Pierre Gourou, mort au printemps 1999, aurait eu cent ans en août 2000. Prenant prétexte de ce quasi-centenaire, Henri Nicolaï, Paul Pélissier et Jean-Pierre Raison ont demandé cette année-là à des collègues d’écrire sur un aspect, laissé à leur discrétion, de l’œuvre de Pierre Gourou.
Ils ont d’abord voulu faire appel à tout l’éventail des générations de chercheurs, du professeur émérite au jeune maître de conférences. Ont été sollicités des anciens élèves et anciens collègues de Pierre Gourou comme des géographes qui ne l’ont fréquenté qu’épisodiquement, et certains de ceux qui, ne l’ayant pas connu, ne devinent sa personnalité qu’à travers ses textes.
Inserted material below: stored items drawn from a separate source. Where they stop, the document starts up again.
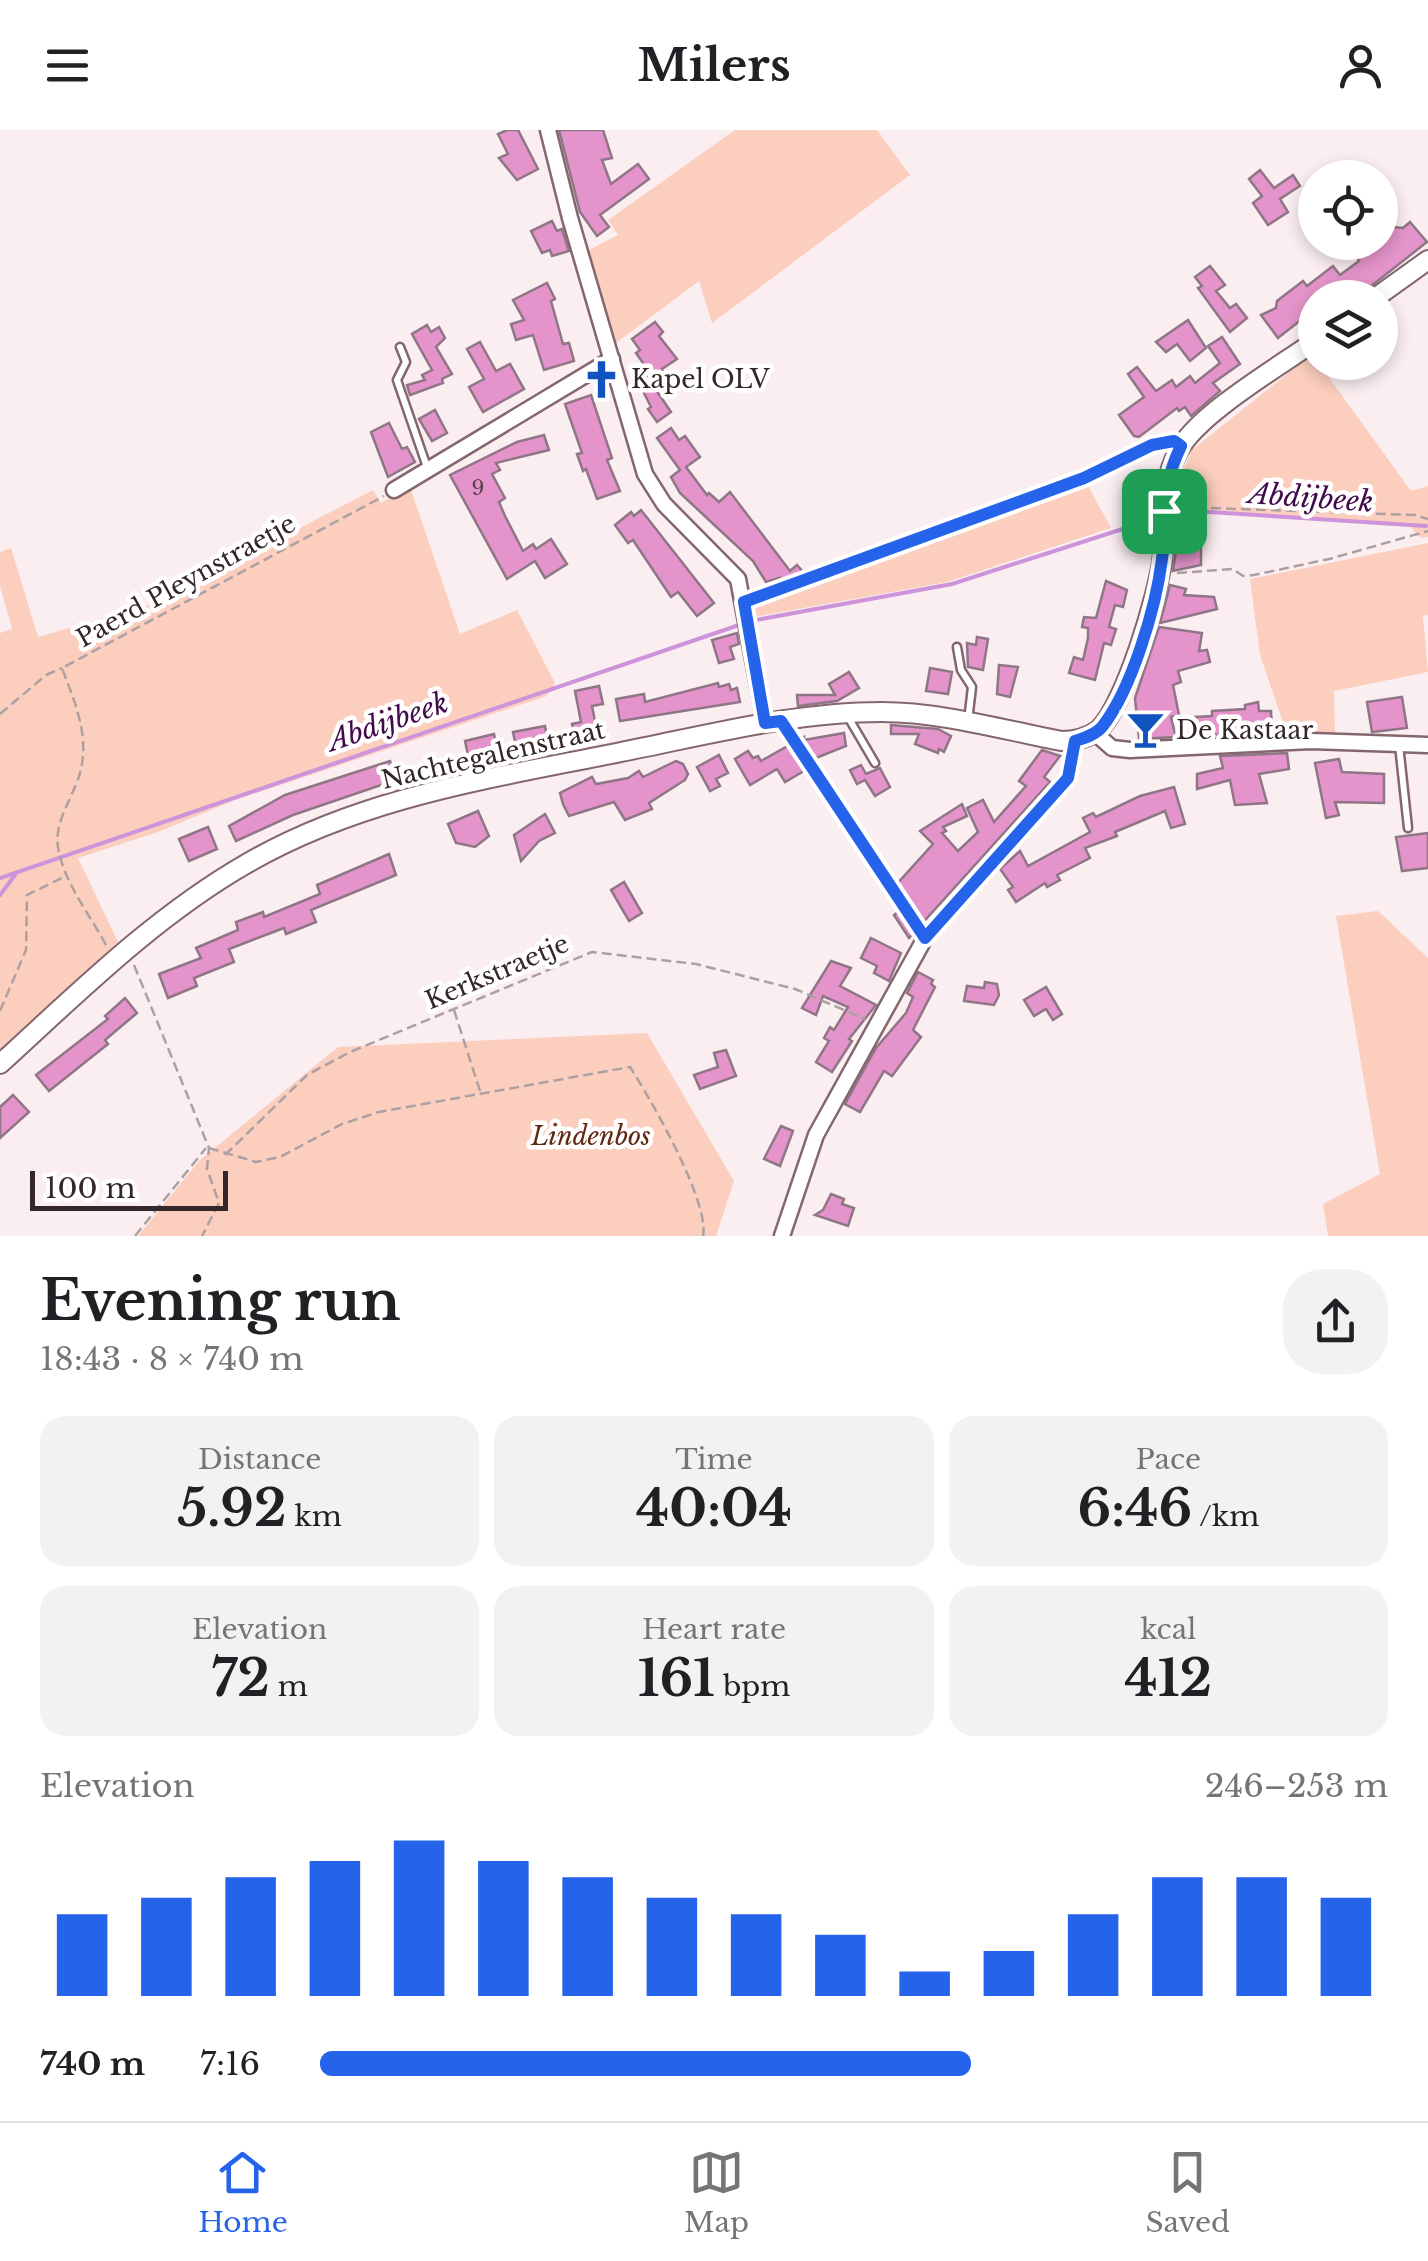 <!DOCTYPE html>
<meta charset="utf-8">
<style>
:root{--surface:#fff;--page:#f2f2f2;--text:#202124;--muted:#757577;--line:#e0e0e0;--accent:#2563eb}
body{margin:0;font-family:"Libre Baskerville",serif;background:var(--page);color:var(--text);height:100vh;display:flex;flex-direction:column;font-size:38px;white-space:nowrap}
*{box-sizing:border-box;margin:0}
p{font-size:32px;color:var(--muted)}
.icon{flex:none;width:55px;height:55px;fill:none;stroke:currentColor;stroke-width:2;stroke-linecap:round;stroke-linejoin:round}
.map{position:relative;height:1106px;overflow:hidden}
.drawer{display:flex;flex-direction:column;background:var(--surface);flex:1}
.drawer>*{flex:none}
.controls{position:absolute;left:1298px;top:30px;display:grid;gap:20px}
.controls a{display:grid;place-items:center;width:100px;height:100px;border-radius:50%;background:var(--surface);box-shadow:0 5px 15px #0003;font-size:50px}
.scale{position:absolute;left:30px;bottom:25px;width:198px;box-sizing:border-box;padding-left:10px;border:5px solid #33272a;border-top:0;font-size:28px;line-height:35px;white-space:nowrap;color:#33272a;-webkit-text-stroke:8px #fff;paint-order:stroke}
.pin{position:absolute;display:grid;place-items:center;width:85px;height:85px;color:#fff;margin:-42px;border-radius:20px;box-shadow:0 5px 15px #0006}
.round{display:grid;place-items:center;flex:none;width:105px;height:105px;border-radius:40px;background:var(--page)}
.summary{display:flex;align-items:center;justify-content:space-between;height:170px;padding:0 40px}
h1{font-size:55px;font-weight:700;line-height:75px}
.metrics{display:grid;grid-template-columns:repeat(3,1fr);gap:15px;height:170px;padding:10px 40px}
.metrics div{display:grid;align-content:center;border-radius:25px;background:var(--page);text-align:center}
.metrics b{font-size:50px;font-weight:700}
.metrics small{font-size:28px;font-weight:400}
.metrics p{font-size:28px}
.chart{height:280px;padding:20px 40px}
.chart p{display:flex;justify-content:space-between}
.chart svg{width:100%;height:180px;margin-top:10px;stroke:var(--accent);stroke-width:6}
ul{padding:0 40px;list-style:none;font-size:32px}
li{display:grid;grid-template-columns:160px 120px 1fr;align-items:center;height:75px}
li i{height:25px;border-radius:12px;background:var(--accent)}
header{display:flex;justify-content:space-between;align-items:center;height:130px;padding:0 40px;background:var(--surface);font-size:45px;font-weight:700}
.menu{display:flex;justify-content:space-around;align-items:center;height:140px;border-top:2px solid var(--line);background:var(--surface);font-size:28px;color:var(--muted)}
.menu a{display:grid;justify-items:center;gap:5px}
.menu .current{color:var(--accent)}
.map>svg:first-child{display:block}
</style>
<header><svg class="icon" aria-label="menu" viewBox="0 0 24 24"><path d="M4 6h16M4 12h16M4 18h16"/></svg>Milers<svg class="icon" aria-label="person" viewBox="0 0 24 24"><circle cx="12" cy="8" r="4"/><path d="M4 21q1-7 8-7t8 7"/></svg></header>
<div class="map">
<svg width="1428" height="1106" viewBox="0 0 1428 1106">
<rect width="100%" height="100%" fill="#fbeef1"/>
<g fill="#fbcebe">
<polygon points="735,0 877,0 910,45 712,193 699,151 616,213 585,122 618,105 608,90"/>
<polygon points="1312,224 1411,361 1428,356 1428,407 1421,408 1409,396 1175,377 1182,343 1192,320"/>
<polygon points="1085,350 1111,398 947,452 754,487 754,475"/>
<polygon points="410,357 460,504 517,480 555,553 547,566 235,670 158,702 78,728 118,812 0,921 0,503 12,499 0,456 0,422 11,418 38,507 156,473 373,360 381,373"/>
<polygon points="1428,413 1428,485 1423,486 1428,542 1334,561 1335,604 1287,604 1260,525 1250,449"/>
<polygon points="1378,781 1428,828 1428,1106 1328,1106 1323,1074 1380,1044 1336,786"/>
<polygon points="647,903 734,1051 716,1106 138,1106 200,1030 338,917"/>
</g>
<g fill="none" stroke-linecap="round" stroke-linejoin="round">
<g stroke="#cd93db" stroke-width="4">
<polyline points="1194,381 1426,396"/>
<polyline points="756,490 952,454 1135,395"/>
<polyline points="0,748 739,495"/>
<polyline points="0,765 15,745"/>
</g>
</g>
<g fill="#e494ca" stroke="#8f7686" stroke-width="2.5">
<polygon points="507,0 518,0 538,39 517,50 499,28 508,24 498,4"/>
<polygon points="559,0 603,0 612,28 602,30 611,54 638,34 649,49 600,85 609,97 597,106 580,82"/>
<polygon points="1260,40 1274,58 1293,45 1300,56 1280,69 1288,82 1268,95 1253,73 1262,66 1249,49"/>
<polygon points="552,91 557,101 562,99 569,121 552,126 550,120 542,123 531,101"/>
<polygon points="1410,92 1427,112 1356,168 1315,168 1315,179 1278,208 1261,185 1276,178 1277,171 1303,151 1307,156 1333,136 1340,145 1359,131 1347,112 1380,112 1394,97 1403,98"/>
<polygon points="1210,136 1225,155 1216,161 1230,178 1236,174 1247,188 1230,202 1198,158 1202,156 1195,147"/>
<polygon points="547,153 555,169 551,171 563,214 569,213 574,231 544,240 533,205 516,210 511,194 524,190 513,170"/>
<polygon points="1188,190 1206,218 1190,231 1177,214 1166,222 1156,212"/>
<polygon points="655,192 663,202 659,206 677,229 662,239 667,254 656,260 671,282 657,292 648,279 651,277 640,255 650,243 636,223 640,220 632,209"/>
<polygon points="427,195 431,202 439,197 445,208 436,217 452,244 442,249 443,253 410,265 407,255 425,250 422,245 432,240 412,204"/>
<polygon points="1222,207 1240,234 1213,253 1220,261 1191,286 1185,277 1179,281 1177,278 1139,307 1134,306 1119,285 1144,267 1128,244 1137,237 1156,261 1172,250 1176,257 1190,246 1195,253 1220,233 1208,216"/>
<polygon points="480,212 496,241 510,234 524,259 483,282 469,257 484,249 467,219"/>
<polygon points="591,265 612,328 607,330 620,361 597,369 586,339 583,341 577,324 582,323 565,274"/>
<polygon points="435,280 447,303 432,311 419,289"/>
<polygon points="389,293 402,319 407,317 415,332 388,347 371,302"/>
<polygon points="671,298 679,310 685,306 700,327 686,337 707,365 709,363 719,372 730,362 790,441 797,435 804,443 774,457 779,448 766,452 753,431 680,363 671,347 680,340 657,308"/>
<polygon points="544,305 549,320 496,333 500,340 492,344 505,368 499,372 505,386 523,421 533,414 536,419 551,409 567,434 545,448 535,431 507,449 450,345 517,312"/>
<polygon points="1142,351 1145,376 1126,378 1124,353"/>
<polygon points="641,380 714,473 697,486 678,462 671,467 633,410 628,413 615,395 631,382 634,386"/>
<polygon points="1192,384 1191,407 1195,407 1194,417 1201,417 1201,435 1173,441 1181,387"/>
<polygon points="1106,451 1127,460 1123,477 1115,475 1109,497 1116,499 1111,515 1104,513 1095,550 1069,543 1074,527 1083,530 1088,508 1088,498 1082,497 1084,487 1096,488"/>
<polygon points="1170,455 1186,459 1184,465 1214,467 1217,479 1160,493"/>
<polygon points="1159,497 1202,503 1199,521 1207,520 1210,532 1178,541 1181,552 1173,555 1179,585 1171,587 1176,607 1139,609 1135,568"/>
<polygon points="737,503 739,514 730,517 734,529 719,533 712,510"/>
<polygon points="977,507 988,509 983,540 968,537 967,513 976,515"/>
<polygon points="999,535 1018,537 1010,567 997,564"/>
<polygon points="930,538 952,542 948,564 926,561"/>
<polygon points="849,542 859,558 837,571 798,576 797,565 835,565 829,554"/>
<polygon points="718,553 719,557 729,554 731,560 737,558 740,572 620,591 616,569 644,564 645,572"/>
<polygon points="599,556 603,574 592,576 598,607 576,612 572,594 581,592 575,561"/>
<polygon points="1402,567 1407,598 1372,602 1367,572"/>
<polygon points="1258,572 1259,581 1271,581 1272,602 1195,606 1195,587 1212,586 1212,581 1245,579 1245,575"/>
<polygon points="891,595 938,599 951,606 944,622 939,619 938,623 915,614 919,604 891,604"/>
<polygon points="545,596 549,616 517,622 513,602"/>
<polygon points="844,603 846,616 801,634 804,641 785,652 777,639 750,655 735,629 748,621 753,628 758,626 761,631 804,607 804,610"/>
<polygon points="494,604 498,623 469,630 465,611"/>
<polygon points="1042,620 1060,626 1044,647 1050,652 909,808 894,785 898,782 887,765 933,714 920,701 962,674 967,686 943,697 946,701 942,703 958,721 978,702 967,678 983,670 994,692 1026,656 1019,651"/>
<polygon points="1287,623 1289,639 1259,644 1267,673 1235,675 1230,650 1197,659 1197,644 1223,638 1220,626"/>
<polygon points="719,625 728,643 716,649 720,656 710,661 697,637"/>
<polygon points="1339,629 1342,642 1384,644 1384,673 1335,672 1339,685 1326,688 1315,633"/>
<polygon points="390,631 396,650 293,685 236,711 229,696 285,665"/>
<polygon points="676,631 683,634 688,644 685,650 649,673 652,679 625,690 614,672 569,686 563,674 560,663 592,647 596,654 628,648 639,641 643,647"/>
<polygon points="861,635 866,644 880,638 890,657 875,666 865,650 857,654 850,640"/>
<polygon points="1174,657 1185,694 1171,698 1165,681 1115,702 1117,706 1085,718 1090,728 1057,745 1060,750 1047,757 1045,753 1016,772 1008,760 1013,757 1000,739 1020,721 1028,736 1090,702 1083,688 1093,683 1096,687 1140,666"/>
<polygon points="478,681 489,706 475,717 456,713 448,694"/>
<polygon points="545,684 555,703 539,711 521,731 514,705"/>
<polygon points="208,697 217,719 189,731 179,709"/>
<polygon points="1428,703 1428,738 1402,741 1396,707"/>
<polygon points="389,724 396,745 311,780 316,792 286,804 284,798 229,819 234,832 194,848 197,856 168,868 159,844 201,828 196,818 238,800 236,792 263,782 264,787 320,764 317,755"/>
<polygon points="624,752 642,783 629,791 611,760"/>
<polygon points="871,808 901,823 889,851 874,843 877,836 861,828"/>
<polygon points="831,831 851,838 840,856 876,875 849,909 852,911 832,942 816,932 829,911 824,908 830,897 834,900 848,877 823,866 816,885 802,878"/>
<polygon points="918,842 933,850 931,854 935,857 913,900 921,907 892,946 884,941 860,982 845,974 876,918 906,883 913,867 907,863"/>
<polygon points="985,852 997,854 999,865 994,875 964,871 967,856 984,858"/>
<polygon points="1046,857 1062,884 1053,890 1046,879 1034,886 1024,870"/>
<polygon points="125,868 137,883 105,910 108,914 49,961 36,945 108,889 105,886"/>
<polygon points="726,920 736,946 700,959 694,945 718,937 714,923"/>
<polygon points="13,965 29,982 0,1008 0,977"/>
<polygon points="781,996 793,1001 780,1036 764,1029"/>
<polygon points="831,1064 844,1069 842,1074 854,1078 848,1096 815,1085 823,1080"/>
</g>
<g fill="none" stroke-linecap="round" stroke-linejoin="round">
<defs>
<g id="service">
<polyline points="400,217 406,232 397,250 427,337"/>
<polyline points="957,517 961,540 972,557 968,591"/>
<polyline points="848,587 875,633"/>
<polyline points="1399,615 1408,698"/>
</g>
<g id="minor">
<polyline points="548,0 570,88 645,344 664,374 738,449 765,593"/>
<polyline points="394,360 612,229"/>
<polyline points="1095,603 1112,618 1130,620 1311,611 1428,615"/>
<polyline points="782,1106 816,1005 925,808 1068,648 1075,611"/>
</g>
<g id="tertiary">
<polyline points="1375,168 1428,130"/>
<path d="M0,934c78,-71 154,-147 246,-200 115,-67 247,-86 375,-112 86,-17 173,-40 261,-40 59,0 122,18 179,29 13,0 25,-2 36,-10 27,-21 63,-142 66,-177 3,-37 -3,-70 16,-104 19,-36 101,-84 136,-109"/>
</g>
</defs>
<use href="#service" stroke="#83666e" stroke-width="11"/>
<use href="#minor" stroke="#83666e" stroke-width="19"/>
<use href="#tertiary" stroke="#83666e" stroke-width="22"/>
<g stroke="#aca0a3" stroke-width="2.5" stroke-dasharray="10 5" stroke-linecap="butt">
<polyline points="1181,377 1415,385 1428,389"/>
<polyline points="1177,443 1233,439 1243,446 1254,445 1329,429 1428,401"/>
<polyline points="754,471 1084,347 1152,315 1166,313"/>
<polyline points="0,584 46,545 62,538"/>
<polyline points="790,605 918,798"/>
<path d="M106,815c-16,-30 -43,-64 -48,-98 -4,-26 15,-49 22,-74 10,-37 -5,-70 -18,-105l322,-172"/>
<polyline points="134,835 209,1018 207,1039 219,1073 202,1106"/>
<polyline points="454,880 480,961"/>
<polyline points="0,881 26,820 27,765 66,746"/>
<path d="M209,1018l47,14 24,-5 62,-33 37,-12 251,-45c20,31 80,135 73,169"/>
<polyline points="225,1025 307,945 350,922 592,822 696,834 795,859 865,889"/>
<polyline points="135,1106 206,1018"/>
</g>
<use href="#service" stroke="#fff" stroke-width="6"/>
<use href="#minor" stroke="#fff" stroke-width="14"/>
<use href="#tertiary" stroke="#fff" stroke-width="18"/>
</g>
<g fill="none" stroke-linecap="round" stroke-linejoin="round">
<defs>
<path id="route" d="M1174,311l7,5c-22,45 -12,67 -19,113 -6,48 -30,130 -60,168 -7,8 -18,11 -27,14l-7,37 -143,160 -144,-217 -16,2 -21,-121 340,-124 68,-33z"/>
</defs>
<use href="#route" stroke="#fff" stroke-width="20"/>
<use href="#route" stroke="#2563eb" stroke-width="12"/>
</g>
<defs>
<symbol id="church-bare" viewBox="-9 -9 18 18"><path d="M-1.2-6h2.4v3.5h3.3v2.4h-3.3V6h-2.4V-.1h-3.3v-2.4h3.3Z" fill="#1153be" stroke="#fff" stroke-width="2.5" paint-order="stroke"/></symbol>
<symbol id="bar-bare" viewBox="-9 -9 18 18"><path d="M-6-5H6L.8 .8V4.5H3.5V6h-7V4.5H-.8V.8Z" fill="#1153be" stroke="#fff" stroke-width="2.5" paint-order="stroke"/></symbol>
</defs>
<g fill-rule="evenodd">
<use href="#church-bare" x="574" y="222" width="55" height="55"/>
<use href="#bar-bare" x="1118" y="572" width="55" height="55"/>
</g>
<g text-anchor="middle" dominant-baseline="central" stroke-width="9" stroke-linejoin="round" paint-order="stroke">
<g font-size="20" fill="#5f4252">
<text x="478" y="358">9</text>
</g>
<g font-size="25" fill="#33272a" stroke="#fff" text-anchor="start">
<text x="631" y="249">Kapel OLV</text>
<text x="1176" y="600">De Kastaar</text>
</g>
<g font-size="25" fill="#33272a" stroke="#fff">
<text transform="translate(186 451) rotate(-29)">Paerd Pleynstraetje</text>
<text transform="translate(493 625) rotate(-13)">Nachtegalenstraat</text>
<text transform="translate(497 842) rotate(-23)">Kerkstraetje</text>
</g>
<g font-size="25" font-style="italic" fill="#602712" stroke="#fff">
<text x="591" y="1006">Lindenbos</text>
</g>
<g font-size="28" font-style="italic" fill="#410a4c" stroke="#fff">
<text transform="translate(1311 368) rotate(4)">Abdijbeek</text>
<text transform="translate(388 592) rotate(-19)">Abdijbeek</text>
</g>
</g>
</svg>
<div class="controls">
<a><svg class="icon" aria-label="locate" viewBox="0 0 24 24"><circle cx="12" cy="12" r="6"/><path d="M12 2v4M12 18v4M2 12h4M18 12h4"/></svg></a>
<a><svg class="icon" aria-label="layers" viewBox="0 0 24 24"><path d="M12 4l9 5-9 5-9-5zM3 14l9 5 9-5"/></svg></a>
</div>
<div class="scale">100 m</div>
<div class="pin" style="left:1164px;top:381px;background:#1e9e55"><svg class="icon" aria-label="arrive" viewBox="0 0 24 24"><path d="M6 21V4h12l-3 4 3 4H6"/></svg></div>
</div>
<section class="drawer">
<div class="summary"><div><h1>Evening run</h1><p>18:43 · 8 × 740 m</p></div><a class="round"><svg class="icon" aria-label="share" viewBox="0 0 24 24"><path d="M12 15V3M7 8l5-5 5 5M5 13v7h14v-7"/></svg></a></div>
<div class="metrics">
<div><p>Distance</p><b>5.92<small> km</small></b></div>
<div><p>Time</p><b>40:04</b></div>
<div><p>Pace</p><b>6:46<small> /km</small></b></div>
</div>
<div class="metrics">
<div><p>Elevation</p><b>72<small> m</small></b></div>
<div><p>Heart rate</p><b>161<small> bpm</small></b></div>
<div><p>kcal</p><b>412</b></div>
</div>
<div class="chart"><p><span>Elevation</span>246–253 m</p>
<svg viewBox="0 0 160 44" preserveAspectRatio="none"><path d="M5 44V24M15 44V20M25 44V15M35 44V11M45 44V6M55 44V11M65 44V15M75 44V20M85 44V24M95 44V29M105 44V38M115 44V33M125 44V24M135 44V15M145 44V15M155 44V20"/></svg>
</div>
<ul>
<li><b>740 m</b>7:16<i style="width:61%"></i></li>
</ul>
</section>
<nav class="menu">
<a class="current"><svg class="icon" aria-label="home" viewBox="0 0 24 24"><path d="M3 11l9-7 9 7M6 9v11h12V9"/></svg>Home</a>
<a><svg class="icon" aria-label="map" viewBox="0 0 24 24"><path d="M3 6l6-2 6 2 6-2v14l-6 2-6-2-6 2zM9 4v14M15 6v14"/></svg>Map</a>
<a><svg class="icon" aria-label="saved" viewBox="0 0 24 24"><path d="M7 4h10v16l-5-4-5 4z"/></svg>Saved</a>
</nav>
Seul principe général : dégager l’actualité de la pensée de Pierre Gourou, une pensée en acte dans des écrits, en respectant deux concepts qui lui étaient chers, « liberté » et « dérives », et par conséquent opinions contradictoires.
Le livre regroupe en effet les contributions d’une quarantaine d’auteurs « appartenant à trois générations », de Gilles Sautter et Edmond Bernus à Emmanuel Lézy et Frédéric Landy, de spécialistes de trois continents, français et étrangers, géographes, agronomes et sociologues. Des travaux les plus anciens aux tout derniers de cette œuvre étalée sur soixante ans, des ouvrages les plus fondamentaux aux écrits de circonstance, du voyageur au dessinateur, toutes les facettes sont examinées, sans concertation mais non sans convergences.
Au-delà de sa diversité, et — disons-le — de son caractère quelque peu inégal, ce livre pose des jalons en vue de l’analyse d’une pensée plus complexe, plus vaste, mais aussi plus pragmatique et moins académique qu’on ne le croit souvent. Comme l’écrivent les auteurs, « on n’a pas fini d’analyser l’œuvre de P. Gourou, et l’heure viendra d’en faire, avec le recul indispensable, une véritable exégèse : il ne s’agit ici que d’une première pierre, destinée à prendre date, au sens précis du terme, et de marquer ainsi modestement, à l’occasion d’un anniversaire singulier, une filiation intellectuelle et une fidélité ». En aidant à cerner la diversité de l’œuvre d’un auteur majeur, ces réflexions apportent en effet une contribution à l’histoire et à l’épistémologie de la discipline.
Hervé Théry, CNRS, UMR ENS/IRD « Territoire et mondialisation dans les pays du Sud »
 
NOTES
 
[1] On pense à Alain Corbin, Le Monde retrouvé de Louis François Pinagot. Paris : Flammarion, 1998, sur le petit peuple de la forêt de Bellême au xixe siècle.